Ketchup Clouds
- Author: Annabel Pitcher
- Language: English
- Genre: Young adult
- Publisher: Indigo division of Orion Publishing Group
- Publication date: 2012
- Publication place: United Kingdom
- ISBN: 9781780620305

= Ketchup Clouds =

2012 teen novel by Annabel Pitcher

Ketchup Clouds is a 2012 teen novel by Annabel Pitcher. It tells the story of a girl about the age of 15 who has a dark secret she is afraid to confess to anyone but her pen pal, a murderer on Death Row. It won the Waterstones Children's Book Prize.

==Synopsis==
Ketchup Clouds is written in a series of letters from "Zoe", her chosen alias, who lives on fiction road in England to Mr. S Harris, a criminal on death row in America. Zoe initially starts writing to Mr. Harris specifically because she believes they must share the same guilt as, according to her view, they both killed a person they loved.

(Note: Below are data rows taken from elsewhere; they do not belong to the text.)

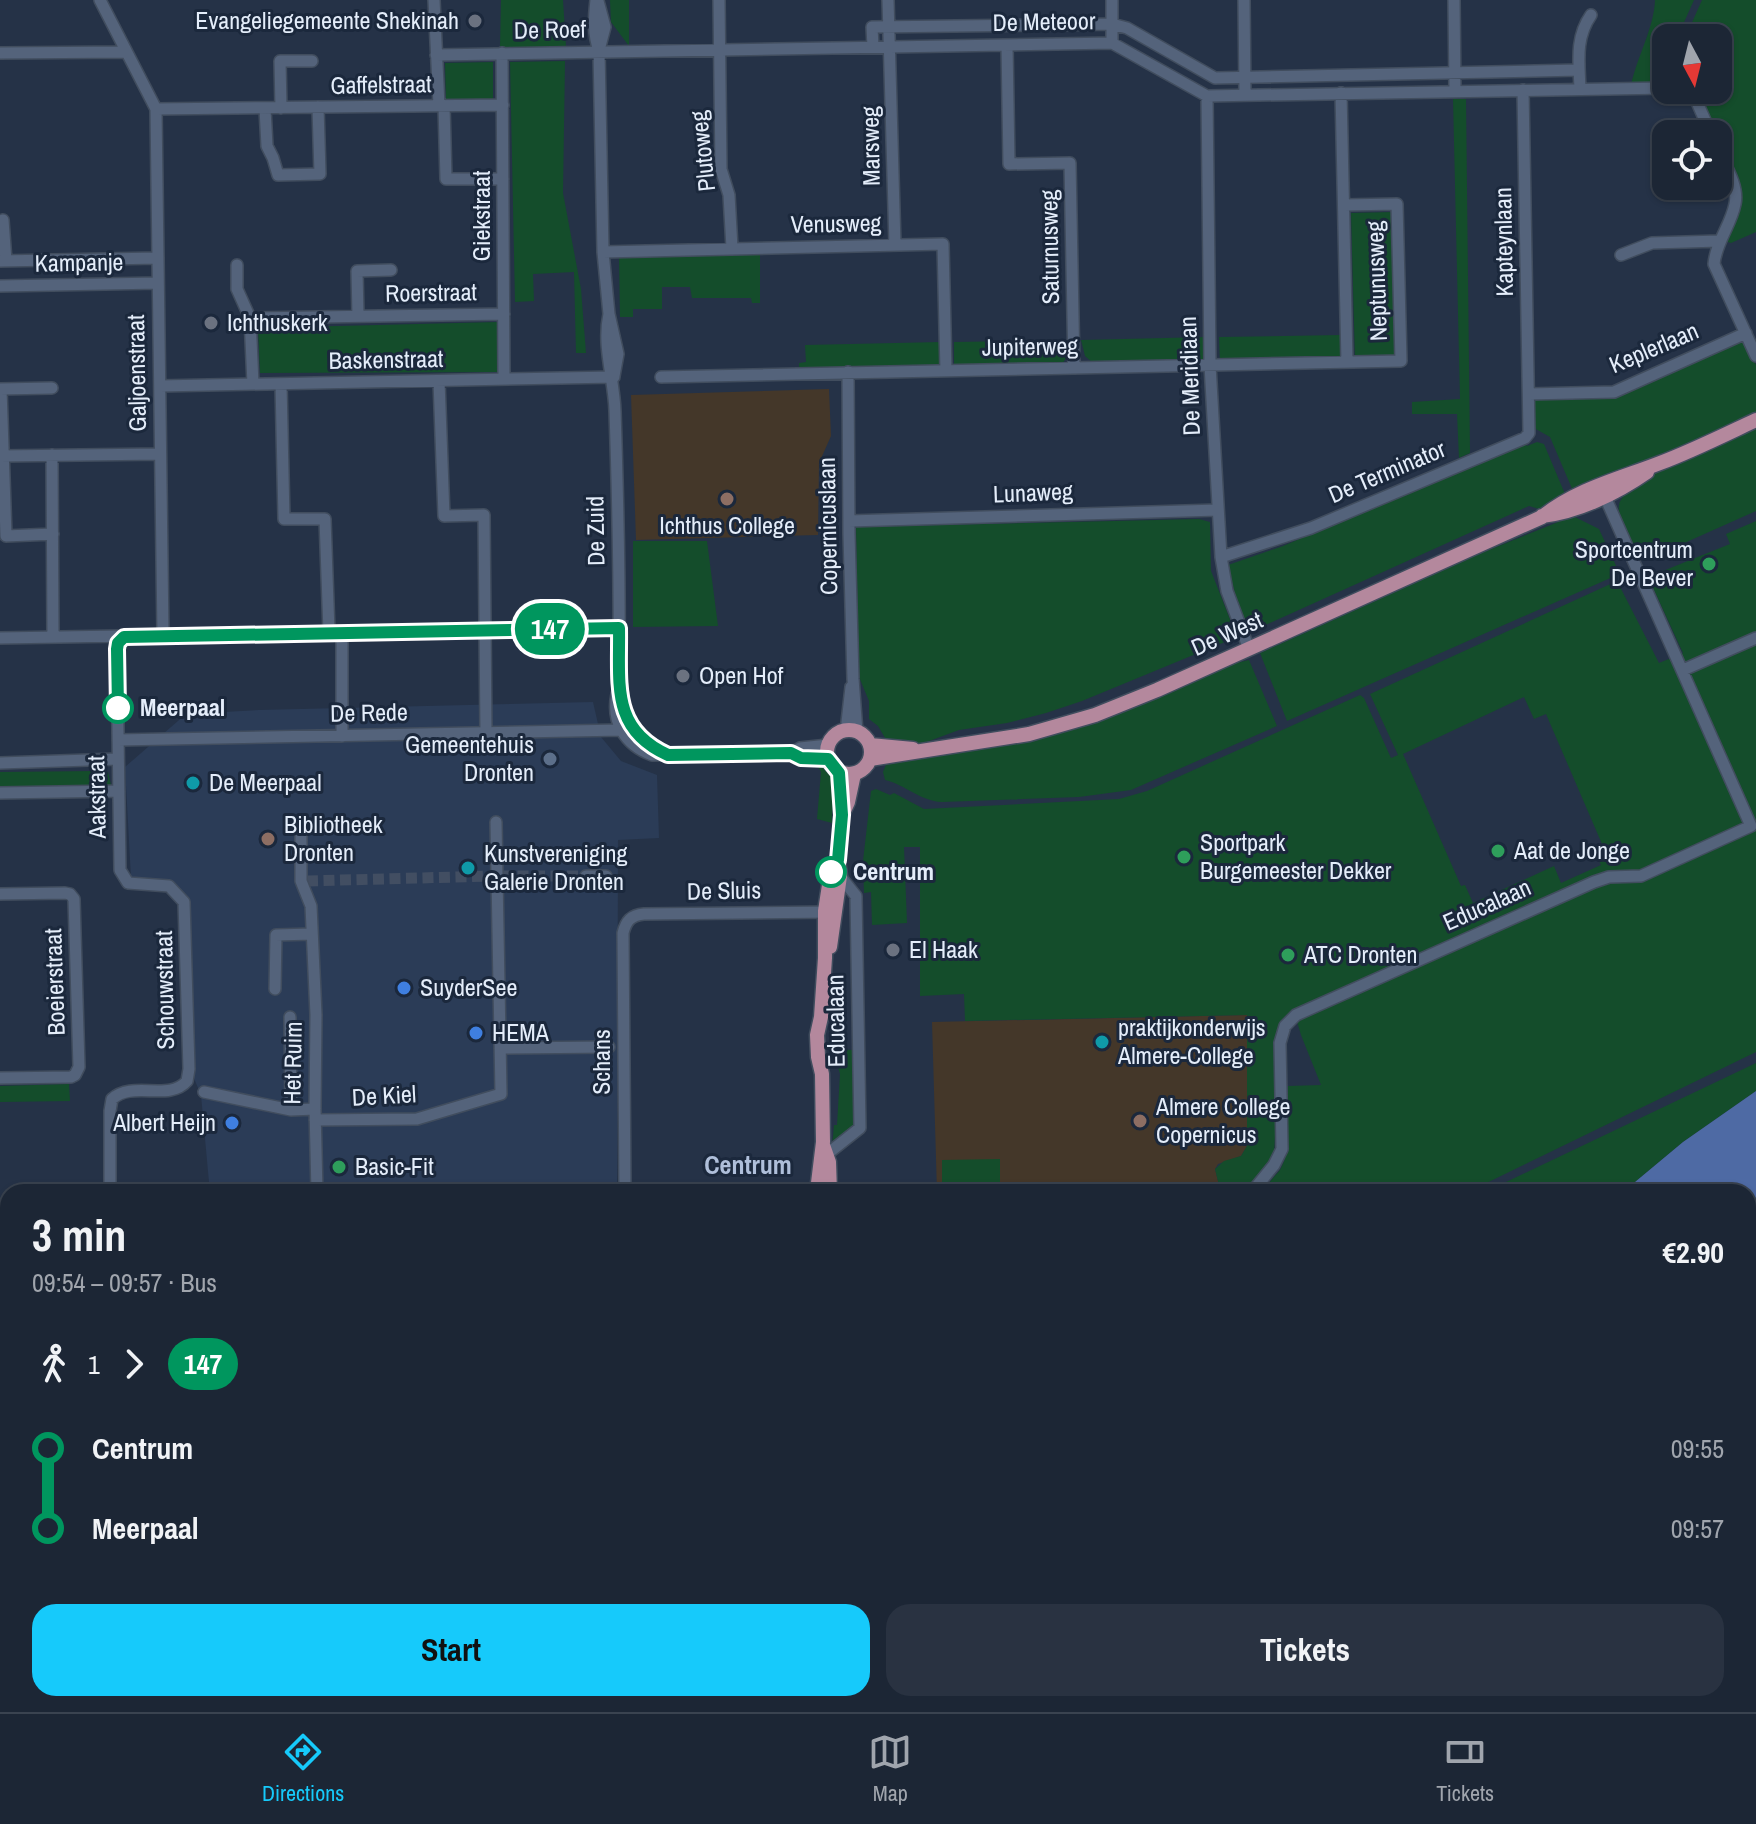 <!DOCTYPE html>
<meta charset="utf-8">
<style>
body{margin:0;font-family:"Archivo Narrow",sans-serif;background:#293241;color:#f1f3f6;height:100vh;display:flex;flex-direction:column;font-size:30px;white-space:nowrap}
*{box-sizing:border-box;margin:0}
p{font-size:26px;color:#a0a5ad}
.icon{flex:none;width:44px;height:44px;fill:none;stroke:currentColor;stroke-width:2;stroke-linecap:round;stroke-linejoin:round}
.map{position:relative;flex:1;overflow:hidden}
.panel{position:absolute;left:0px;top:1184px;width:1756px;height:528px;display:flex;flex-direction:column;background:#1c2635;border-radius:24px 24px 0 0;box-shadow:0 2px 6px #0004,0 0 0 2px #3a4350}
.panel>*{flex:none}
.badge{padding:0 16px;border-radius:26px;font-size:28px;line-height:52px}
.needle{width:52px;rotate:173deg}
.fabs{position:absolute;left:1652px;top:24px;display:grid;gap:16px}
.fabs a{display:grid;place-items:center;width:80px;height:80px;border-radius:16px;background:#1c2635;box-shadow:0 2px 6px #0004,0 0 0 2px #3a4350;font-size:40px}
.map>.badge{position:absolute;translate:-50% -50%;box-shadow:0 0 0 4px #fff}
.legs{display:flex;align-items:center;gap:12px;height:88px;padding:0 32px;font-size:26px}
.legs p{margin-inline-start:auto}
.headline{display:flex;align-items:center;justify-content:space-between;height:136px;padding:0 32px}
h1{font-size:44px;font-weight:700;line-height:60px}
.primary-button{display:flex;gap:16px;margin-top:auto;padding:16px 32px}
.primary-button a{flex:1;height:92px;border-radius:24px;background:#16cafb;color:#111;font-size:32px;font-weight:700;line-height:92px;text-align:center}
.primary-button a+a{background:#293241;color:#f1f3f6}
ul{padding:0 32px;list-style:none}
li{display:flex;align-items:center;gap:28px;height:80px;font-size:30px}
li i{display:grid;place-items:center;width:12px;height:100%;margin:0 10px;background:currentColor}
li i::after{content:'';width:20px;height:20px;margin:-10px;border:6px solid;border-radius:50%;background:#1c2635}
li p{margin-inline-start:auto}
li:first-child i{background:linear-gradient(#0000 50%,currentColor 0)}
li:last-child i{background:linear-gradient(currentColor 50%,#0000 0)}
.tabs{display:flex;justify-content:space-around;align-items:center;height:112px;border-top:2px solid #3a4350;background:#1c2635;font-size:22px;color:#a0a5ad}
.tabs a{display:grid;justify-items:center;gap:4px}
.tabs .selected{color:#16cafb}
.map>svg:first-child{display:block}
.built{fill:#2b3c57}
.education{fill:#443729}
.green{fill:#144d2b;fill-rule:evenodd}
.water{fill:#4e6aa4}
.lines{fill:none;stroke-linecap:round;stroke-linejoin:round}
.minor-tunnel{stroke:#424e62;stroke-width:11;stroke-dasharray:11 5.5;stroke-linecap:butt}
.minor-casing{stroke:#414d5e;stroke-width:14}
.major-casing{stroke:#414d5e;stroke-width:17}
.minor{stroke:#54637b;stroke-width:11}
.major{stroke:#b4889d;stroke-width:14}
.line-1-casing{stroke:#fff;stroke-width:18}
.line-1{stroke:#00965e;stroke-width:12}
.worship-dot{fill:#6b7280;stroke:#1b283c;stroke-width:3}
.education-dot{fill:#8d6e63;stroke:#1b283c;stroke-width:3}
.leisure-dot{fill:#2e9e5b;stroke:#1b283c;stroke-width:3}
.stop-1-dot{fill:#fff;stroke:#00965e;stroke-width:4}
.service-dot{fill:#5c6f8a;stroke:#1b283c;stroke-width:3}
.culture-dot{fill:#0f9aa8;stroke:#1b283c;stroke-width:3}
.shop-dot{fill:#3f7fe0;stroke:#1b283c;stroke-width:3}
.labels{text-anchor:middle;stroke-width:6;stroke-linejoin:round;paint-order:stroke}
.poi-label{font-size:24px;fill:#e4edfa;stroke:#1b283c;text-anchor:start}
.street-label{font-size:24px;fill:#e4edfa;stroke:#1b283c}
.stop-label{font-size:24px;font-weight:bold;fill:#e4edfa;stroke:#1b283c;text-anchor:start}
.neighbourhood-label{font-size:26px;font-weight:bold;fill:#afbfda;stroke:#1b283c}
</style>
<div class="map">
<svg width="1756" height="1712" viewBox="0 0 1756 1712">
<rect width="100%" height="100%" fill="#253247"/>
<path class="built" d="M593 702 601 737 621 761 657 775 659 838 618 840 617 1192H214L209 1182 201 1095 193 1076 189 901 173 883 131 878 125 767 186 714 259 710Z"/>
<path class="education" d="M829 389 831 436 819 463 818 535 636 540 631 395Z
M1247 1015V1146L1241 1156 1218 1164 1215 1169 1219 1185 1214 1192H937L932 1022Z"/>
<path class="green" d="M501 0H563L566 47H500Z
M610 0H629V46L611 22Z
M1655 0H1694L1677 38H1666V61L1662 84 1631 85C1637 57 1654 28 1655 0Z
M1702 0H1756V232L1731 243 1725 241 1739 210 1742 192 1697 90H1718V38H1685Z
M565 61 563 193 581 289 586 353H576L574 272 533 274 534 301 515 302 510 62Z
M493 62V100L446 102 445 63Z
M1453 99H1466L1470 453 1459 458 1457 414H1412V402L1460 399Z
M1393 212 1395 360H1355L1351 213Z
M760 254V303H752L751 298H692L690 287H662V309H633V317H620L619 257Z
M498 322 499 372 260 373 258 328Z
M1341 335 1342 361 1220 363 1219 337Z
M1207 337V362L1094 364 1085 356 1081 340Z
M1068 340 1067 357 1062 364 954 365V342Z
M1744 341 1756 365V412L1715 432 1573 491 1550 437 1534 428 1535 399 1636 387Z
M941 342V365L799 368V363L806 362 805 345Z
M1756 426V511L1644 561C1637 549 1616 518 1619 505 1625 477 1728 438 1756 426Z
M1537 442 1544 444 1565 494 1539 509 1529 506 1250 632 1236 598 1228 565 1283 546 1525 443 1527 446Z
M1573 516 1599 529 1617 568 1615 576 1287 721 1260 653 1484 552Z
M1199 519 1210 522 1211 571 1237 637 1082 701 1046 713 1007 723 959 730 921 744 888 743 878 726 869 719V701L859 677 856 527Z
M1756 521V1052L1468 1192H1261L1280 1170 1285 1159 1288 1086 1321 1085 1301 1035 1294 1011 1289 1013 1282 1025 1274 1153 1269 1167 1247 1192H1227L1219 1185 1215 1169 1224 1161 1241 1156 1247 1146V1015L965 1021 964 994 920 996V847H904L907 923 872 925 871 892 864 893 863 861 871 791 876 789 890 795 894 793 924 809 1119 799 1147 791 1360 695 1364 698 1391 758 1398 755 1370 694 1617 581 1659 663 1683 653 1648 577 1730 544 1726 534ZM1524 697 1534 719 1546 714 1602 844 1593 849 1601 865 1561 883 1554 866 1473 903 1465 885 1461 886 1403 754Z
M633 541H707L718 626 633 627Z
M1249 660 1277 726 1131 790 1079 797 942 802C920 801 906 785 885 780L883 772 887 762C967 751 1046 738 1122 712 1161 698 1198 679 1236 663Z
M816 763C842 775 831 800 832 823L817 819 821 772Z
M97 771 108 772 111 785 0 787V772Z
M833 1049 853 1050 855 1121 853 1128 832 1147 834 1125H837L840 1074Z
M1756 1063V1091L1683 1142 1623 1192H1485Z
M69 1084 70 1101 0 1102V1086Z
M1000 1159V1190L942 1192V1160Z
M1756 1305V1376L1748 1387V1313Z
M0 1698 8 1699V1704L69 1705V1712L0 1707Z
M1463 1704H1522L1520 1712H1459Z"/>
<path class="water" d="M1756 1091V1305L1748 1313V1192H1623L1683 1142Z
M917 1704H1463L1459 1712H1004Z"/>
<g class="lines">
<path class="minor-tunnel" d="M501 876H586
M307 881 493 876"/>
<g class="minor-casing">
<path id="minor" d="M100 0 156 109 163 635
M434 0 439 106
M596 0C594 18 593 33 599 51L603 252 609 314 618 354 614 376
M719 0 721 169 729 195 732 248
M888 0 895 245
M1244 0 1245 95
M1454 0 1455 91
M598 1 605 27 599 50
M1112 43V0
M1007 45 1009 164 1070 163 1074 368
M873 47 872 27 1112 24 1127 28 1215 78 1579 70
M0 53 125 52
M502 53 504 379
M436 55 1112 43 1207 96 1666 88
M1580 89C1579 62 1575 38 1591 15
M1687 90 1693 93 1711 134
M1341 93 1347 362
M1207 96 1210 365 1221 557 1227 591 1249 649
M444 106 446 179H503
M281 108 280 61H312
M156 109 503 105
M265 109 267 146 273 158 278 175 320 174 318 107
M1718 150C1725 165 1739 186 1735 204 1731 225 1716 242 1714 264L1756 356
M3 220 6 261
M603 252 943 244 946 371
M1621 255 1652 243 1719 241
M0 261 158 258
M237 265V289L250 318
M0 286 158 283
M609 314C602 346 614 379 615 411 618 502 620 593 619 684 625 722 632 739 668 755
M358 316 357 271 391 270
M848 372 849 534 853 679 857 732
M661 377 1401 361 1397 204 1344 205
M439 381 444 516 484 515 486 734
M253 384 250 318 504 314
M281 384 284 519H325L329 632
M160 386 614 377
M0 389 52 388
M1 389 6 536 53 534
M1529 394 1614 392 1746 333
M52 455 53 637
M0 456 160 454
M849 521 1218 510
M1221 557 1311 528 1525 438 1529 433 1523 90
M342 632V736
M0 638 619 628
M1683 670 1756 638
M617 694C611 722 625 745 652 755L791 753 800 748 828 745
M846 731 851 687
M118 740 621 730
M791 753 801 758 828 759
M0 763 118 759
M0 793 119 791
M301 828V881L311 906 316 1015 315 1109 317 1192
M586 876H606
M0 894 65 893 70 894 74 899 79 1067 75 1075 71 1077 0 1078
M275 989 276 935 312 934
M290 1017 291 1110
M500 1048 609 1047
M204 1092 291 1110 315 1109
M315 1120 417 1119 501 1094 496 822
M826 1155 860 1128 856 896 840 876
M110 1192V1111L112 1099C133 1080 169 1102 187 1081L189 1069 184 902 169 886 128 883 120 870 117 663 118 643 124 637
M625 1192 623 933C626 921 631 915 644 914L833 912
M1252 1192 1274 1165 1282 1149 1280 1043 1285 1026 1296 1015 1594 882 1609 877 1641 876 1751 826 1602 490
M0 1239 8 1240
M0 1356H8
M1748 1402 1756 1391
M1748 1430 1756 1436
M1748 1586 1756 1575
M0 1587H8
M1748 1660 1756 1666
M1743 1704 1754 1712
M79 1712 80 1704
M1575 1712 1578 1704"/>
</g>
<g class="major-casing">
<path id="major" d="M1542 516C1578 512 1617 493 1647 472
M827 752a22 22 0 1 1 44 0a22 22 0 1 1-44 0Z
M870 745 913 749
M870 759 1029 734 1095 715 1157 690 1542 517C1577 489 1619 479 1660 463 1692 451 1724 435 1756 420
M842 815 848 802 854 774
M830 947 840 876 838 860 842 815 839 773
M823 1145 829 1162 830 1192
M817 1191 823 1142 822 1074 818 1057 817 1035 821 1017 825 958V911L831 872 838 860
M0 1692H8
M110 1704 160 1712
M260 1704 267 1712
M187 1712 231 1711
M518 1712C535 1711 552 1709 569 1708 601 1708 634 1712 665 1704"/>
</g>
<use href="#minor" class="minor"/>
<use href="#major" class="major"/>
</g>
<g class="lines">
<g class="line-1-casing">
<path id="line-1" d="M118 708 117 649 118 643 124 637 619 628C620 683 610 729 668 755L791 753 801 758 828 759 839 773 842 815 838 860 831 872"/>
</g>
<use href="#line-1" class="line-1"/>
</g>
<g class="worship-dot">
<circle cx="475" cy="21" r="8"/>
<circle cx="211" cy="323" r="8"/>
<circle cx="683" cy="676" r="8"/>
<circle cx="893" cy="950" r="8"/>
</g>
<g class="education-dot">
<circle cx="727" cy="499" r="8"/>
<circle cx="268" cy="839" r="8"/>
<circle cx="1140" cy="1121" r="8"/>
</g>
<g class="leisure-dot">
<circle cx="1709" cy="564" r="8"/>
<circle cx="1498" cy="851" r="8"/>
<circle cx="1184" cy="857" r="8"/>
<circle cx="1288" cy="955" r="8"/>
<circle cx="339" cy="1167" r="8"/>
</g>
<g class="stop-1-dot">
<circle cx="118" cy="708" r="14"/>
<circle cx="831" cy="872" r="14"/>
</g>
<circle class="service-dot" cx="550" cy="759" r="8"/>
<g class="culture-dot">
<circle cx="193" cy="783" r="8"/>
<circle cx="468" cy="868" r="8"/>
<circle cx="1102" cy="1042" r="8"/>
</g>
<g class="shop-dot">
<circle cx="404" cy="988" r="8"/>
<circle cx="476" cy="1033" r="8"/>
<circle cx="232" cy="1123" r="8"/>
</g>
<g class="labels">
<g class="poi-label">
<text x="459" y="29" text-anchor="end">Evangeliegemeente Shekinah</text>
<text x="227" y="331">Ichthuskerk</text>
<text x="727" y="534" text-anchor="middle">Ichthus College</text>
<text x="1693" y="558" text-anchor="end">Sportcentrum<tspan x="1693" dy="28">De Bever</tspan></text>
<text x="699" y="684">Open Hof</text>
<text x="534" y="753" text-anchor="end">Gemeentehuis<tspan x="534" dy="28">Dronten</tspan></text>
<text x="209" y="791">De Meerpaal</text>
<text x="284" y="833">Bibliotheek<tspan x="284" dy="28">Dronten</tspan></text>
<text x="1200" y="851">Sportpark<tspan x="1200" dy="28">Burgemeester Dekker</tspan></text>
<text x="1514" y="859">Aat de Jonge</text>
<text x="484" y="862">Kunstvereniging<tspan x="484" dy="28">Galerie Dronten</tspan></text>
<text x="909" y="958">El Haak</text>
<text x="1304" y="963">ATC Dronten</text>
<text x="420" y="996">SuyderSee</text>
<text x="1118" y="1036">praktijkonderwijs<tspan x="1118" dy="28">Almere-College</tspan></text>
<text x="492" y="1041">HEMA</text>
<text x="1156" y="1115">Almere College<tspan x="1156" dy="28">Copernicus</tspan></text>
<text x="216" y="1131" text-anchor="end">Albert Heijn</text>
<text x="355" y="1175">Basic-Fit</text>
</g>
<g class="street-label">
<text transform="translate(1044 22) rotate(-1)" y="8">De Meteoor</text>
<text transform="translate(550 30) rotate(-1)" y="8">De Roef</text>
<text transform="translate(381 85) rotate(-1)" y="8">Gaffelstraat</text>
<text transform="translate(871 146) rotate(-91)" y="8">Marsweg</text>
<text transform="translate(703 151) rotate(-96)" y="8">Plutoweg</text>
<text transform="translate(482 216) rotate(-90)" y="8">Giekstraat</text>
<text transform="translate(836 224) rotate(-1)" y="8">Venusweg</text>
<text transform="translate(1504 242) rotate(-91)" y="8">Kapteynlaan</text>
<text transform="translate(1050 247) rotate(-91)" y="8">Saturnusweg</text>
<text transform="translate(79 263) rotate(-1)" y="8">Kampanje</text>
<text transform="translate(1377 281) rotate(-92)" y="8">Neptunusweg</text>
<text transform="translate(431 293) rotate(-1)" y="8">Roerstraat</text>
<text transform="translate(1030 347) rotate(-1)" y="8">Jupiterweg</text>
<text transform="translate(1654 348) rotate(-23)" y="8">Keplerlaan</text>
<text transform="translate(386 360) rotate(-1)" y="8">Baskenstraat</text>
<text transform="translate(137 373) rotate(-91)" y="8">Galjoenstraat</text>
<text transform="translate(1190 376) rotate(-92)" y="8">De Meridiaan</text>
<text transform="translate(1387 472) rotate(-23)" y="8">De Terminator</text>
<text transform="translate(1033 493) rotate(-2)" y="8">Lunaweg</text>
<text transform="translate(828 526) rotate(-91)" y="8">Copernicuslaan</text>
<text transform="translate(596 531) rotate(-91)" y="8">De Zuid</text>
<text transform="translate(1227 634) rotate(-24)" y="8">De West</text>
<text transform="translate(369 713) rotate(-1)" y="8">De Rede</text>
<text transform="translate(97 797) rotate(-91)" y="8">Aakstraat</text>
<text transform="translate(724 891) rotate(-1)" y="8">De Sluis</text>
<text transform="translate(1487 905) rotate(-24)" y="8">Educalaan</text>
<text transform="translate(55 982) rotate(-92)" y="8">Boeierstraat</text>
<text transform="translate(165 990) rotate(-91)" y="8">Schouwstraat</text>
<text transform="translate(836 1021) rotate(-91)" y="8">Educalaan</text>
<text transform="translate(602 1062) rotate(-90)" y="8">Schans</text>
<text transform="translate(293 1063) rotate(-89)" y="8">Het Ruim</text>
<text transform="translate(384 1096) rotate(-3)" y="8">De Kiel</text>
</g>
<g class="stop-label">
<text x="140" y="716">Meerpaal</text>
<text x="853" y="880">Centrum</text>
</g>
<g class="neighbourhood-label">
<text x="748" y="1174">Centrum</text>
</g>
</g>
</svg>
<div class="fabs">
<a><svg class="needle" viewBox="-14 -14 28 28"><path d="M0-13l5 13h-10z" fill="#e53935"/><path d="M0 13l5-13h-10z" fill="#a0a5ad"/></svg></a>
<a><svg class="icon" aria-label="locate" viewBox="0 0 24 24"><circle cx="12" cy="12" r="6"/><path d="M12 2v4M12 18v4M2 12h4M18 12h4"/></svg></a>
</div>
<b class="badge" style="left:550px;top:629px;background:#00965e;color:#fff">147</b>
<section class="panel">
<div class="headline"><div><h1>3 min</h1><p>09:54 – 09:57 · Bus</p></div><b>€2.90</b></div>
<div class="legs"><svg class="icon" aria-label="walk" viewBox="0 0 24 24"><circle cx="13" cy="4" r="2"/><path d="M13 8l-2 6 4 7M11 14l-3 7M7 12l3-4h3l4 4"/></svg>1<svg class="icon" aria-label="forward" viewBox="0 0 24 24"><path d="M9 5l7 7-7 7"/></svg><b class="badge" style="background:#00965e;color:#fff">147</b></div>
<ul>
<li><i style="color:#00965e"></i><b>Centrum</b><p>09:55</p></li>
<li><i style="color:#00965e"></i><b>Meerpaal</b><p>09:57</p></li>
</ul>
<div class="primary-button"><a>Start</a><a>Tickets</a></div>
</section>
</div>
<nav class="tabs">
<a class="selected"><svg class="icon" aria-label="directions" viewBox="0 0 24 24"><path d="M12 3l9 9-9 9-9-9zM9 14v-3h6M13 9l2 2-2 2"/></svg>Directions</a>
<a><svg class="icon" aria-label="map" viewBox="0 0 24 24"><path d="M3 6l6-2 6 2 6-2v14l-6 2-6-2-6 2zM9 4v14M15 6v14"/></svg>Map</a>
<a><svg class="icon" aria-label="tickets" viewBox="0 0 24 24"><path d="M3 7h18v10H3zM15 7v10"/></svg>Tickets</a>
</nav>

The events leading up to Zoe's "crime" begin around the end of the term before summer break. After her father receiving news that her grandfather is ill, tensions in her home begin to rise. For reasons unknown to Zoe, her mother seems to resent her grandfather and alludes to the idea that he is the reason why her sister, Dot, ended up ill and is currently deaf as a result. Zoe can say little to understand her mother's resentment towards him as she, Dot and her other sister, Soph have not seen him in years. Regardless, Zoe's sole mission is to make it to Max Morgan's end of term party.

At the party she meets a 'boy [...] brown eyes [and] messy blond hair' whom she feels she has chemistry with and in which she engages in sexual activity with Max Morgan and later on, a relationship. She soon finds out that the brown-eyed boy, Aaron, is Max's brother and unbeknown to Max, there are still feelings between them. It is the accident that follows after he discovers Zoe and Aaron together that lead her to identify both with Mr Harris as a murderer and his unfaithful wife whom she calls a "scarlet woman" and believes she deserved her death.